The records
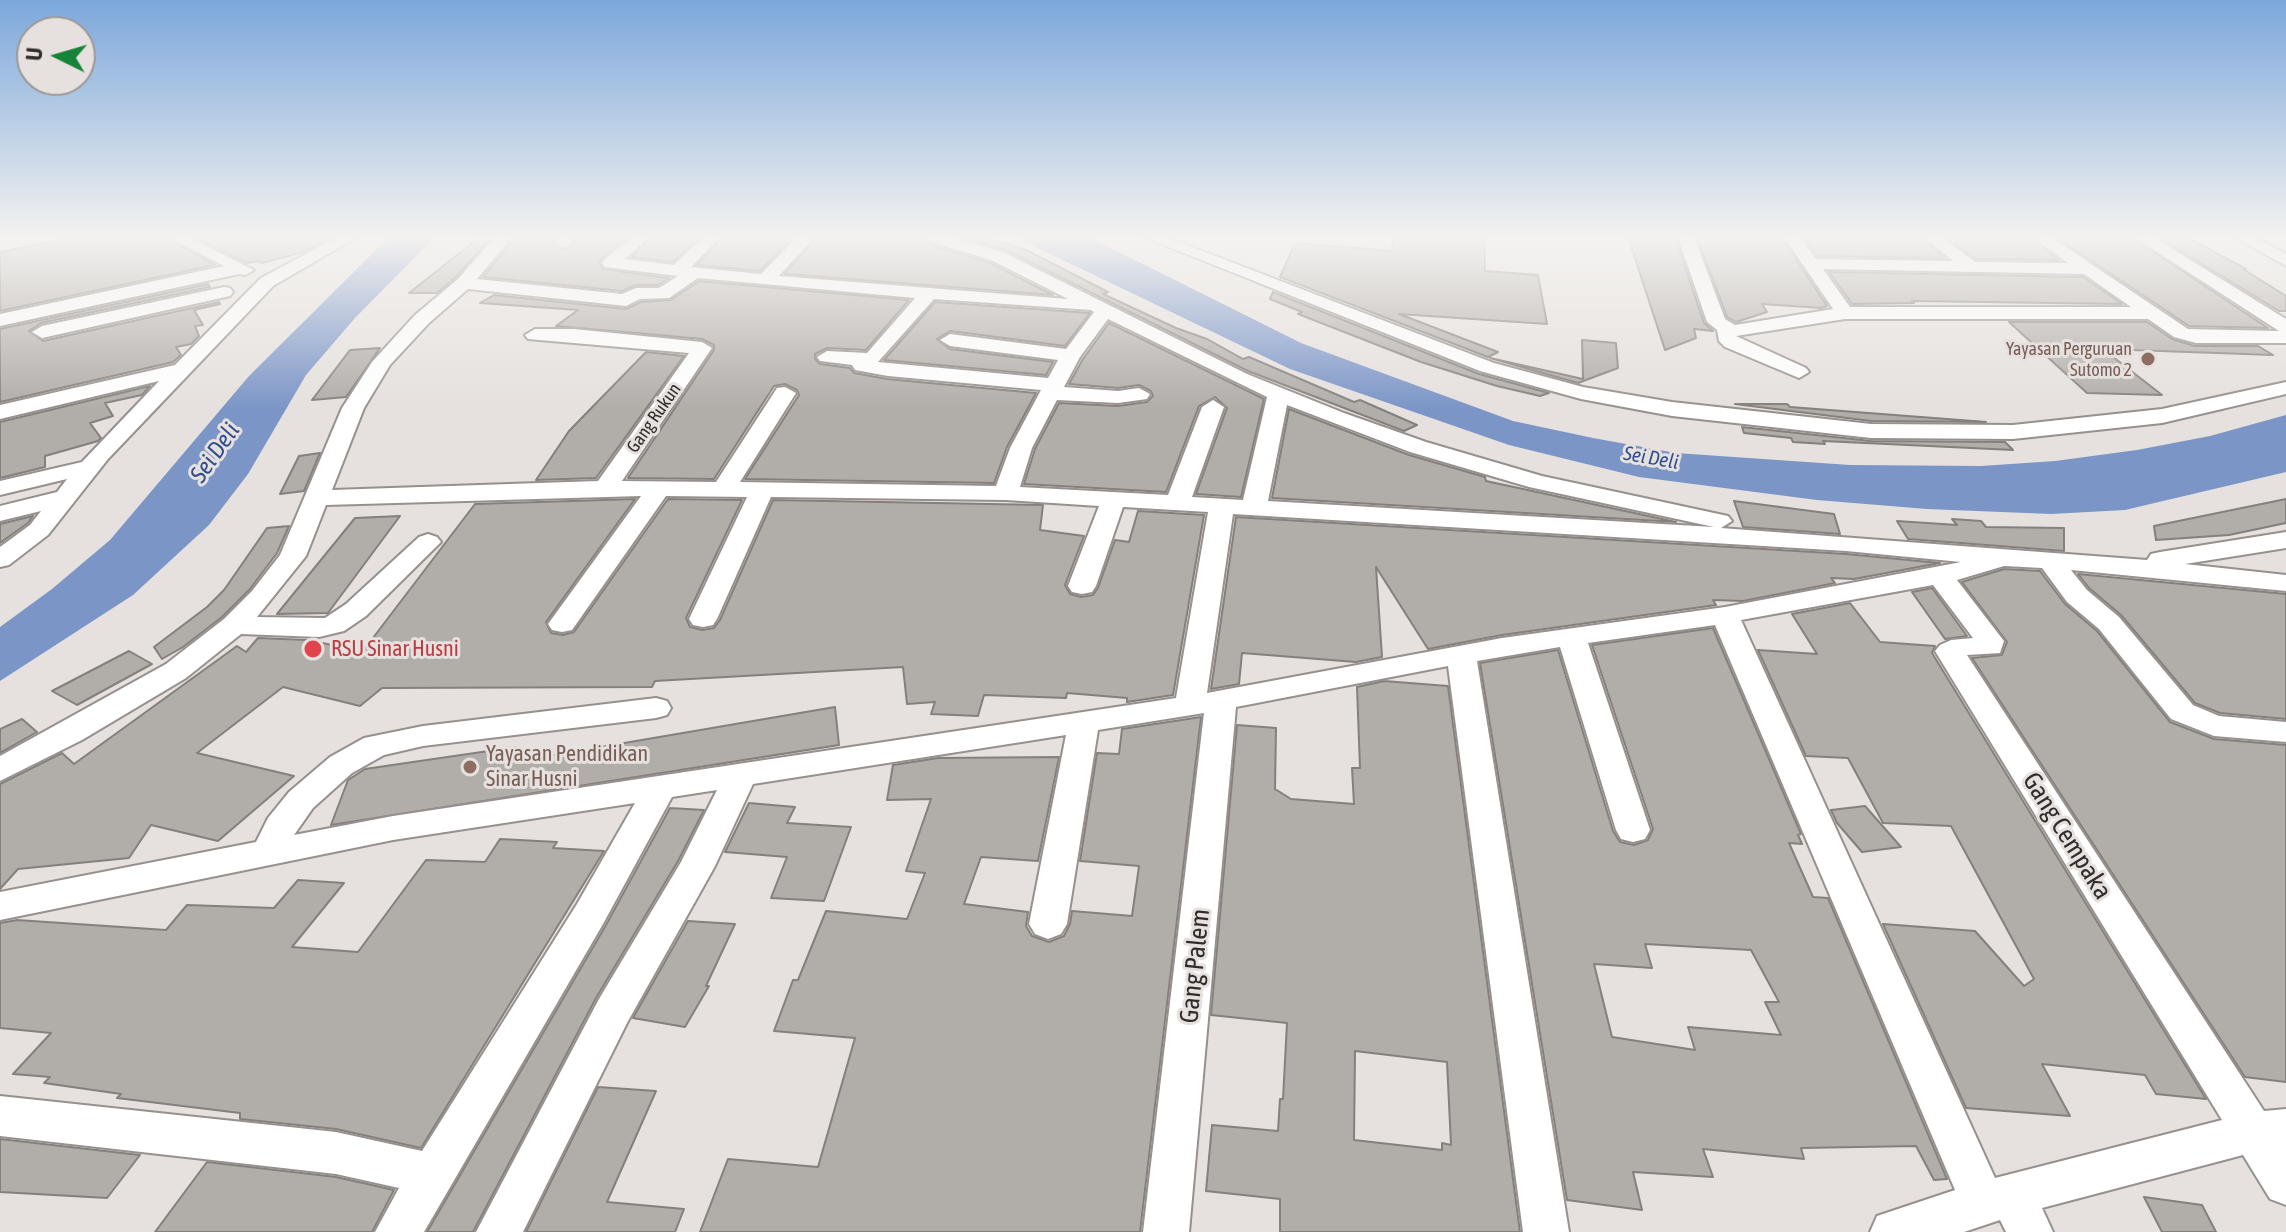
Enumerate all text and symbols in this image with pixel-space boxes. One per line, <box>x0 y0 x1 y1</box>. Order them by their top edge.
north arrow <box>16 16 96 96</box>
text: U <box>21 46 48 62</box>
place label: Yayasan Perguruan Sutomo 2 <box>2006 338 2132 380</box>
marker: Yayasan Perguruan Sutomo 2 <box>2139 350 2157 368</box>
street label: Gang Rukun <box>622 379 686 457</box>
water label: Sei Deli <box>184 418 246 488</box>
water label: Sei Deli <box>1622 441 1680 475</box>
place label: RSU Sinar Husni <box>331 636 459 662</box>
marker: RSU Sinar Husni <box>302 638 324 660</box>
place label: Yayasan Pendidikan Sinar Husni <box>486 741 648 792</box>
marker: Yayasan Pendidikan Sinar Husni <box>461 758 479 776</box>
street label: Gang Cempaka <box>2016 767 2118 905</box>
street label: Gang Palem <box>1173 907 1217 1025</box>

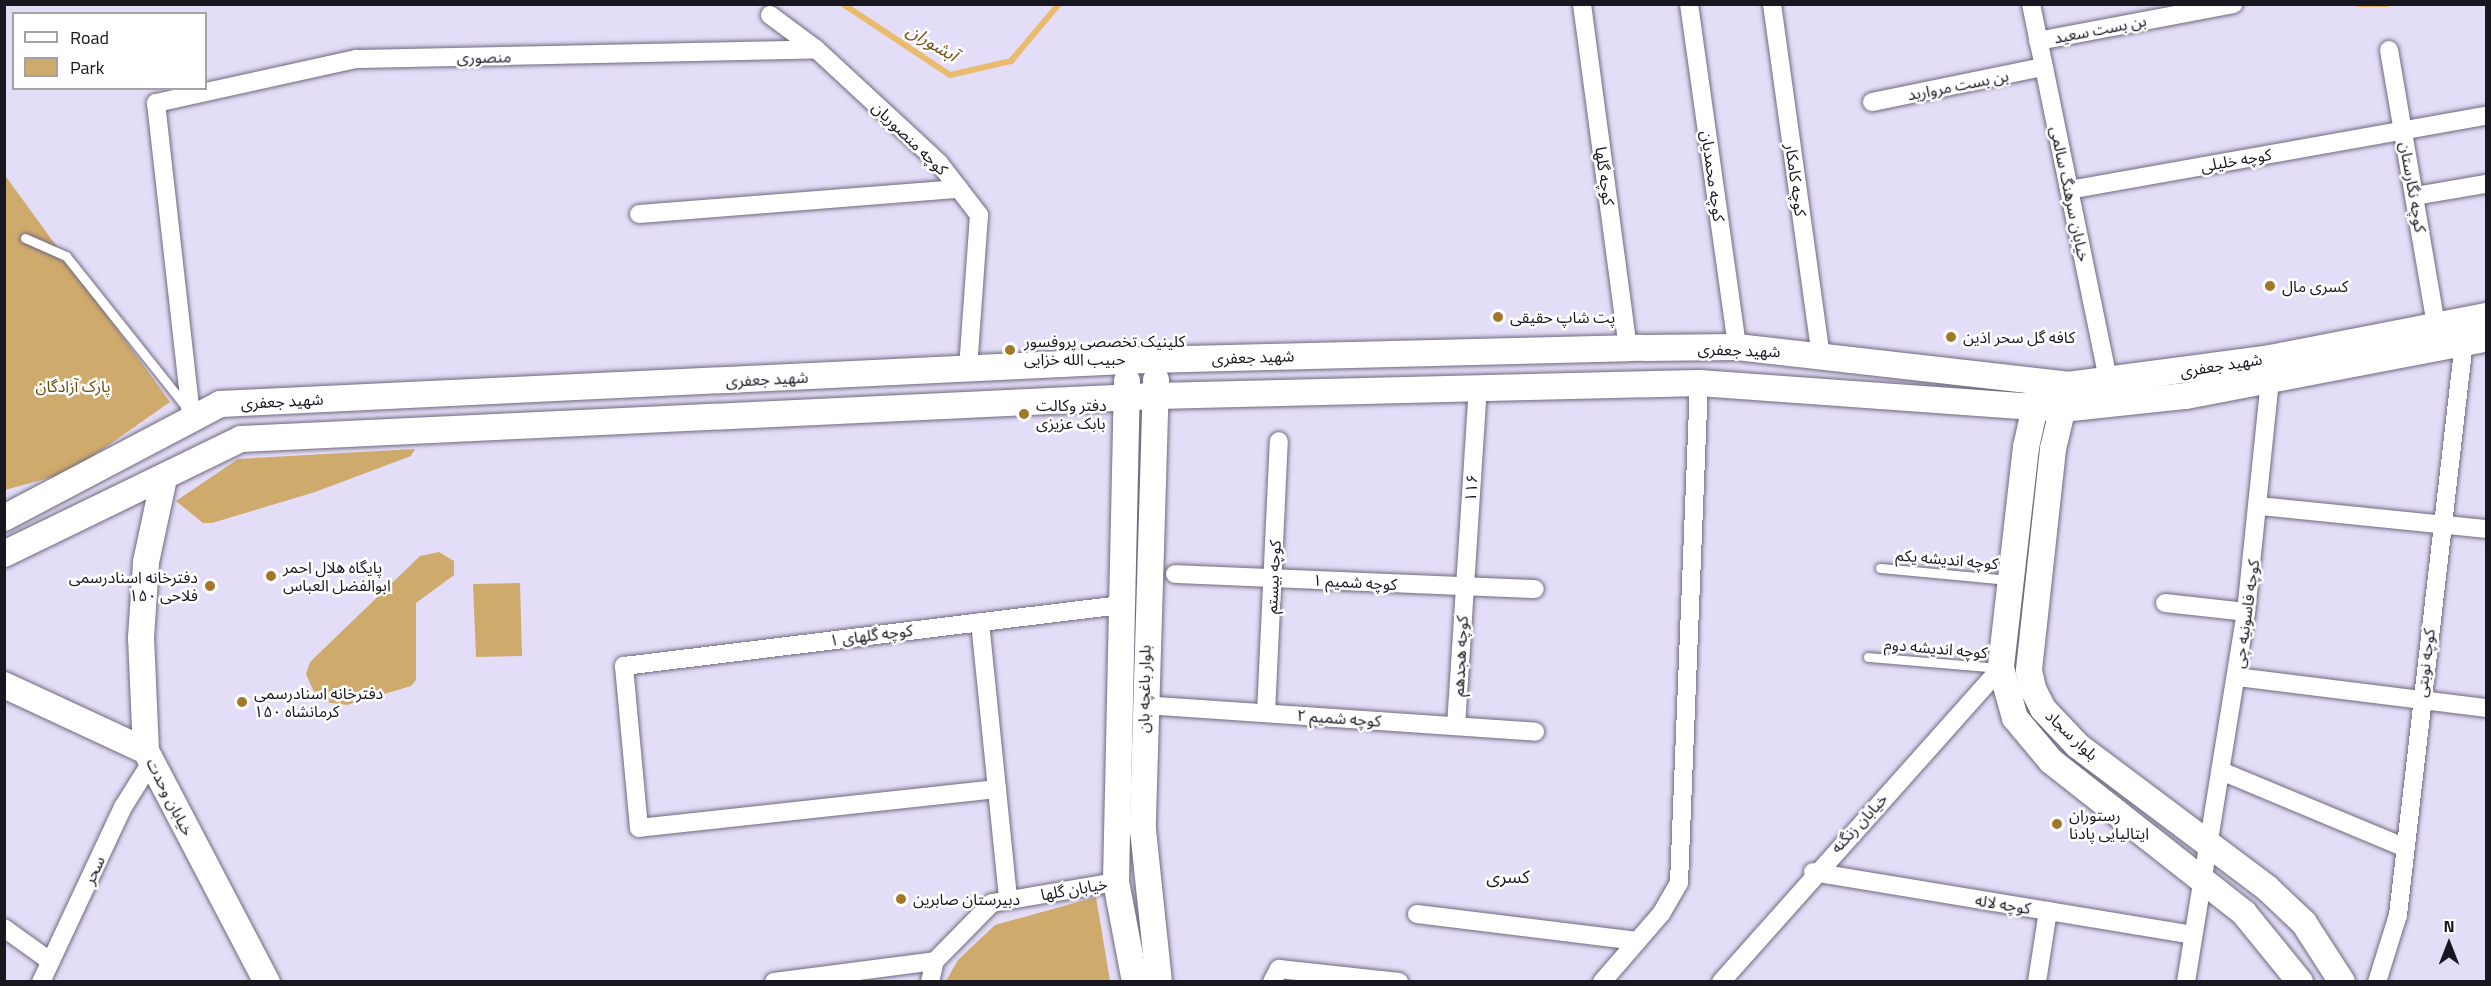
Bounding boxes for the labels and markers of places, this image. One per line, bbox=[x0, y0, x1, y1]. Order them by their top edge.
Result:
place label: کسری مال bbox=[2282, 276, 2348, 296]
marker: کسری مال bbox=[2263, 279, 2277, 293]
place label: پت شاپ حقیقی bbox=[1510, 307, 1615, 327]
marker: پت شاپ حقیقی bbox=[1491, 310, 1505, 324]
place label: کافه گل سحر اذین bbox=[1963, 327, 2075, 347]
marker: کافه گل سحر اذین bbox=[1944, 330, 1958, 344]
place label: کلینیک تخصصی پروفسور حبیب الله خزایی bbox=[1024, 331, 1185, 369]
marker: کلینیک تخصصی پروفسور حبیب الله خزایی bbox=[1001, 341, 1019, 359]
place label: دفتر وکالت بابک عزیزی bbox=[1036, 395, 1107, 433]
marker: دفتر وکالت بابک عزیزی bbox=[1017, 407, 1031, 421]
place label: پایگاه هلال احمر ابوالفضل العباس bbox=[283, 557, 391, 595]
place label: دفترخانه اسنادرسمی ۱۵۰ فلاحی bbox=[69, 567, 198, 605]
marker: پایگاه هلال احمر ابوالفضل العباس bbox=[264, 569, 278, 583]
marker: دفترخانه اسنادرسمی ۱۵۰ فلاحی bbox=[203, 579, 217, 593]
place label: دفترخانه اسنادرسمی ۱۵۰ کرمانشاه bbox=[254, 683, 383, 721]
marker: دفترخانه اسنادرسمی ۱۵۰ کرمانشاه bbox=[235, 695, 249, 709]
place label: رستوران ایتالیایی پادنا bbox=[2069, 805, 2149, 843]
marker: رستوران ایتالیایی پادنا bbox=[2050, 817, 2064, 831]
place label: دبیرستان صابرین bbox=[913, 889, 1020, 909]
marker: دبیرستان صابرین bbox=[894, 892, 908, 906]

What the task asks
Search the listing for "Pendidikan" and show every line where it occurs.

Task solution
place label: Yayasan Pendidikan Sinar Husni <box>486 741 648 792</box>
marker: Yayasan Pendidikan Sinar Husni <box>461 758 479 776</box>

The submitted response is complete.